Now, let’s finish this (and the
2019 year) with a bit of random trivia fun because even though astrology is
total bullshit it really irks the piss out of me that everything said of Virgos
actually applies to me. As to writing:
-Writes nonstop but doesn’t share
it with anyone: Scorpio, Capricorn, and Leo.
-Writes like five chapters then
gives up: Aries, Gemini, and Aquarius.
-Writes likes nine books in ten
days: Taurus, Virgo, and Sagittarius.
-In a constant state of writer’s
block: Cancer, Libra, and Pisces.
Famous writers, musicians, and
serial killers by zodiac sign:
CAPRICORN (December 22 to January
19)
writer: J. R. R. Tolkien (January
3, 1892)
musician: Elvis Presley (January 8,
1935)
serial killer: Niels Hogel - 100
known victims (December 30, 1976)
AQUARIUS (January 20 to February
18)
writer: Ayn Rand (February 2, 1905)
musician: Henry Rollins (February
13, 1961)
serial killer: Luis Garavito - 147
known victims (January 25, 1957)
PISCES (February 19 to March 20)
writer: Dr.
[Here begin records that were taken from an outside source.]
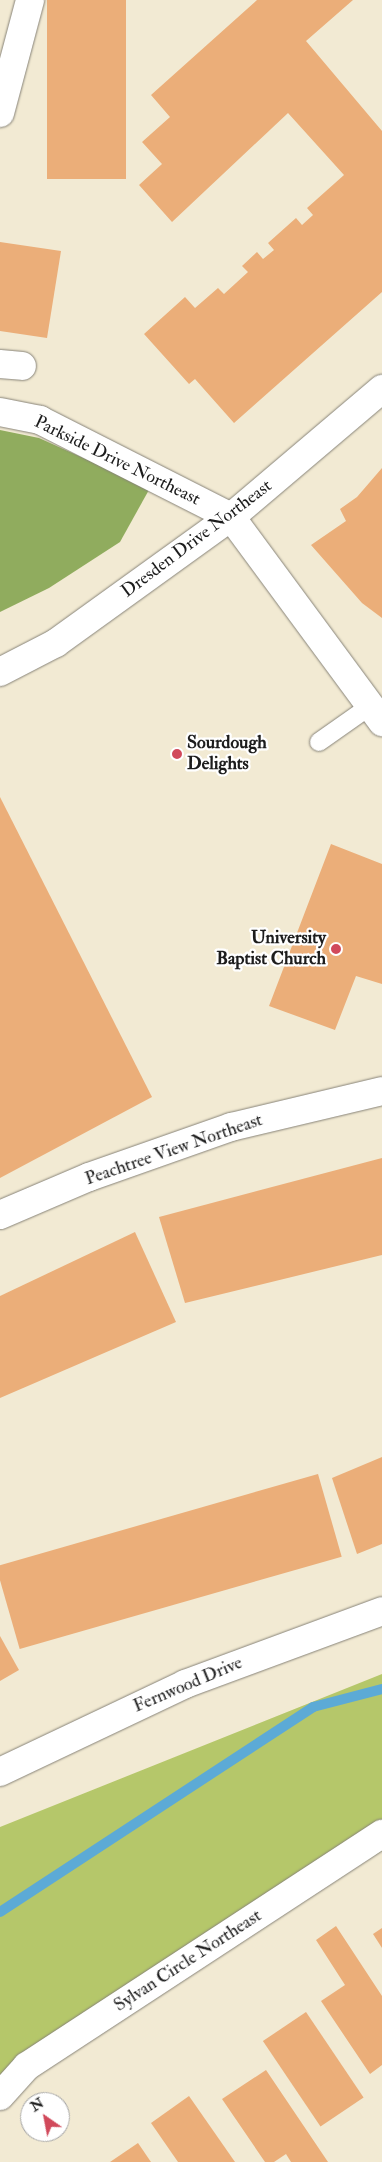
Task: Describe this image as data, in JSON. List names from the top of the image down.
{
  "streets": {
    "street": [
      "Parkside Drive Northeast",
      "Dresden Drive Northeast",
      "Peachtree View Northeast",
      "Fernwood Drive",
      "Sylvan Circle Northeast"
    ]
  },
  "crossings": [
    ["Parkside Drive Northeast", "Dresden Drive Northeast"]
  ],
  "places": ["Sourdough Delights", "University Baptist Church"],
  "north": "top left"
}
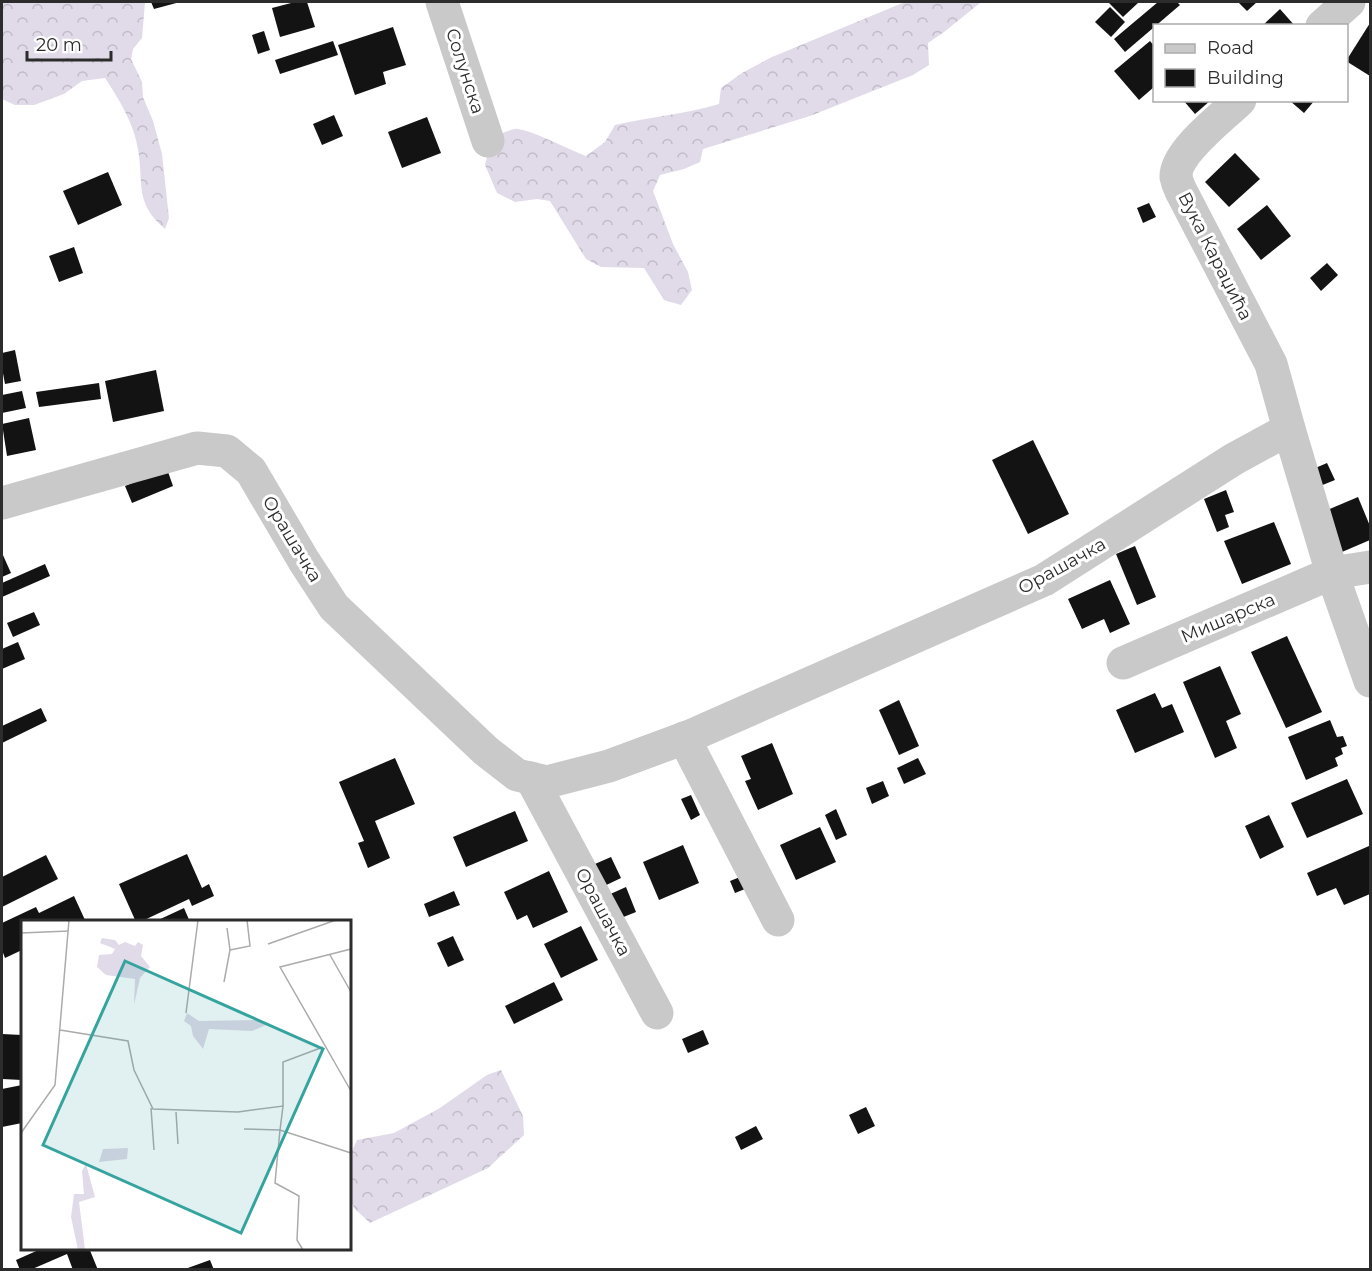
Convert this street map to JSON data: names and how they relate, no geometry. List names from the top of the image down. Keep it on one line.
{"streets":{"street":["Солунска","Вука Караџића","Орашачка","Мишарска"]},"crossings":[["Вука Караџића","Орашачка"]],"legend":["Road","Building"],"scale_bar":"20 m"}
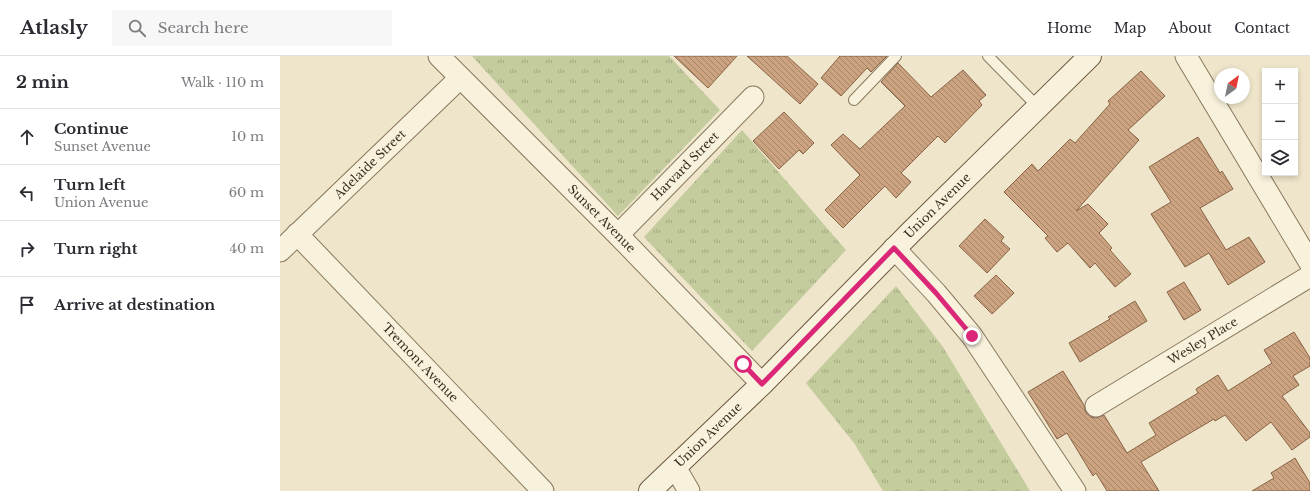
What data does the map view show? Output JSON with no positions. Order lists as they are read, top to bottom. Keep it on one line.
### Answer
{"streets":{"street":["Adelaide Street","Harvard Street","Union Avenue","Sunset Avenue","Wesley Place","Tremont Avenue"]},"crossings":[["Adelaide Street","Sunset Avenue"],["Adelaide Street","Tremont Avenue"],["Harvard Street","Sunset Avenue"],["Union Avenue","Sunset Avenue"]],"north":"top right","page":{"header":"Atlasly","search":"Search here","nav":["Home","Map","About","Contact"],"heading":["2 min","Walk · 110 m"],"map_buttons":["+","−"],"list":[["Continue","Sunset Avenue","10 m"],["Turn left","Union Avenue","60 m"],["Turn right","40 m"],"Arrive at destination"]}}
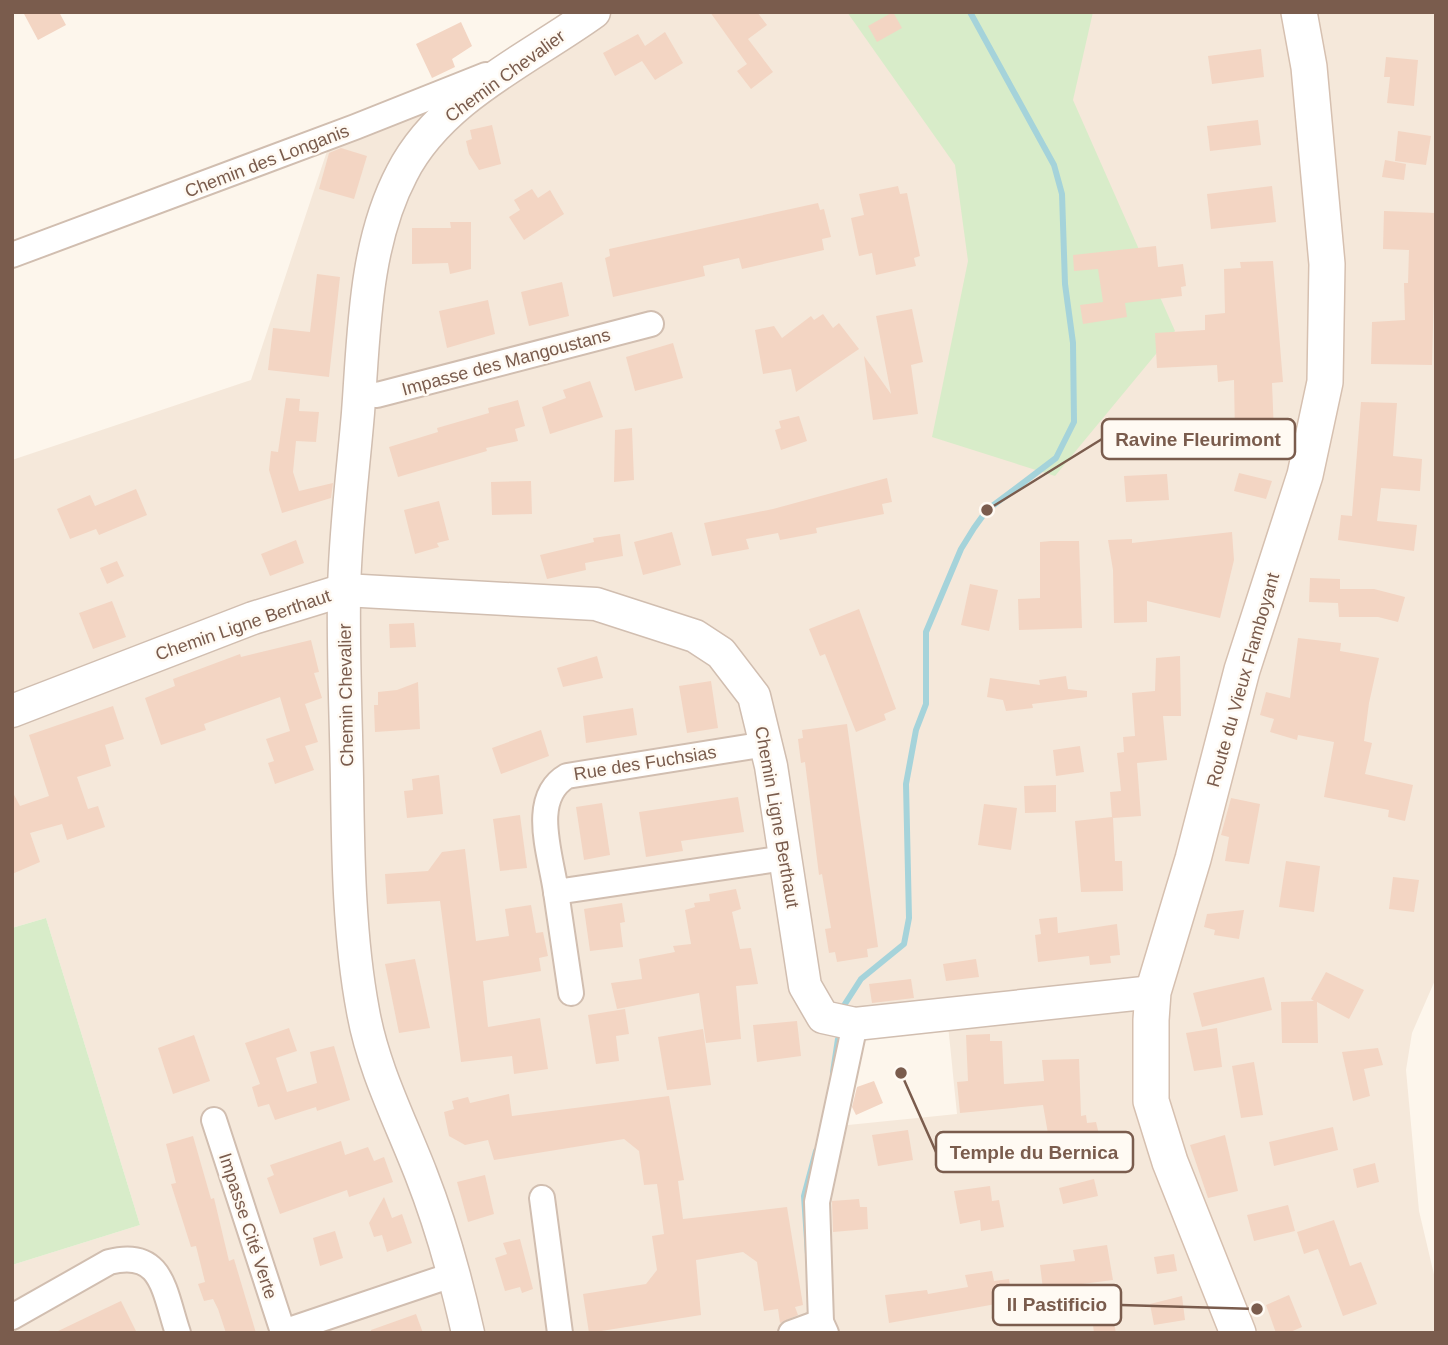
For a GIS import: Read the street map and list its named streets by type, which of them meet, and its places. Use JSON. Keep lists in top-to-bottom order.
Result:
{
  "streets": {
    "main road": ["Route du Vieux Flamboyant"],
    "street": [
      "Chemin Chevalier",
      "Chemin des Longanis",
      "Impasse des Mangoustans",
      "Chemin Ligne Berthaut",
      "Rue des Fuchsias",
      "Impasse Cité Verte"
    ]
  },
  "crossings": [
    ["Chemin Chevalier", "Chemin des Longanis"],
    ["Chemin Chevalier", "Impasse des Mangoustans"],
    ["Chemin Chevalier", "Chemin Ligne Berthaut"],
    ["Chemin Chevalier", "Impasse Cité Verte"],
    ["Chemin Ligne Berthaut", "Route du Vieux Flamboyant"],
    ["Chemin Ligne Berthaut", "Rue des Fuchsias"]
  ],
  "places": ["Ravine Fleurimont", "Temple du Bernica", "Il Pastificio"]
}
Seuss (March 2, 1904)
musician: Kurt Cobain (February 20,
1967)
serial killer: Mikhail Popkov - 78
known victims (March 7, 1964)
ARIES (March 21 to April 19)
writer: Maya Angelou (April 4,
1928)
musician: Diana Ross (March 26,
1944)
serial killer: Alexander Pichushkin
- 49 known victims (April 9, 1974)
TAURUS (April 20 to May 20)
writer: William Shakespeare (April 26, 1564 )
musician: Willie Nelson (April 29,
1933)
serial killer: Earle Leonard Nelson
- 22 known victims (May 12, 1897)
GEMINI (May 21 to June 20)
writer: Anne Frank (June 12, 1929)
musician: Paul McCartney (June 18,
1942)
serial killer: Pedro Rodrigues
Filho - 71 known victims (June 17, 1954)
CANCER (June 21 to July 22)
writer: Ernest Hemingway (July 21,
1899)
musician: George Michael (June 25,
1963)
serial killer: Donato Bilancia - 17
known victims (July 10, 1951)
LEO (July 23 to August 22)
writer: H. P. Lovecraft (August 20,
1890)
musician: Mick Jagger (July 26,
1943)
serial killer: Elizabeth Bathory -
80 known victims (August 7, 1560 )
VIRGO (August 23 to September 22)
writer: Stephen King (September 21,
1947)
musician: Freddie Mercury
(September 5, 1946)
serial killer: Serhiy Tkach - 37
known victims (September 15, 1952)
LIBRA (September 23 to October 22)
writer: Oscar Wilde (October 16,
1864)
musician: John Lennon (October 9,
1940)
serial killer: Pedro Lopez - 110
known victims (October 4, 19480
SCORPIO (October 23 to November 21)
writer: Kurt Vonnegut (November 11,
1922)
musician: Neil Young (November 12,
1945)
serial killer: Moses Sithole - 38
known victims (November 17, 1964)
SAGITTARIUS (November 22 to
December 21)
writer: Jane Austen (December 16, 1775 )
musician: Jimi Hendrix (November
27, 1942)
serial killer: Ted Bundy - 30 known
victims (November 24, 1946)
And on that note . . . happy trails and happy writing!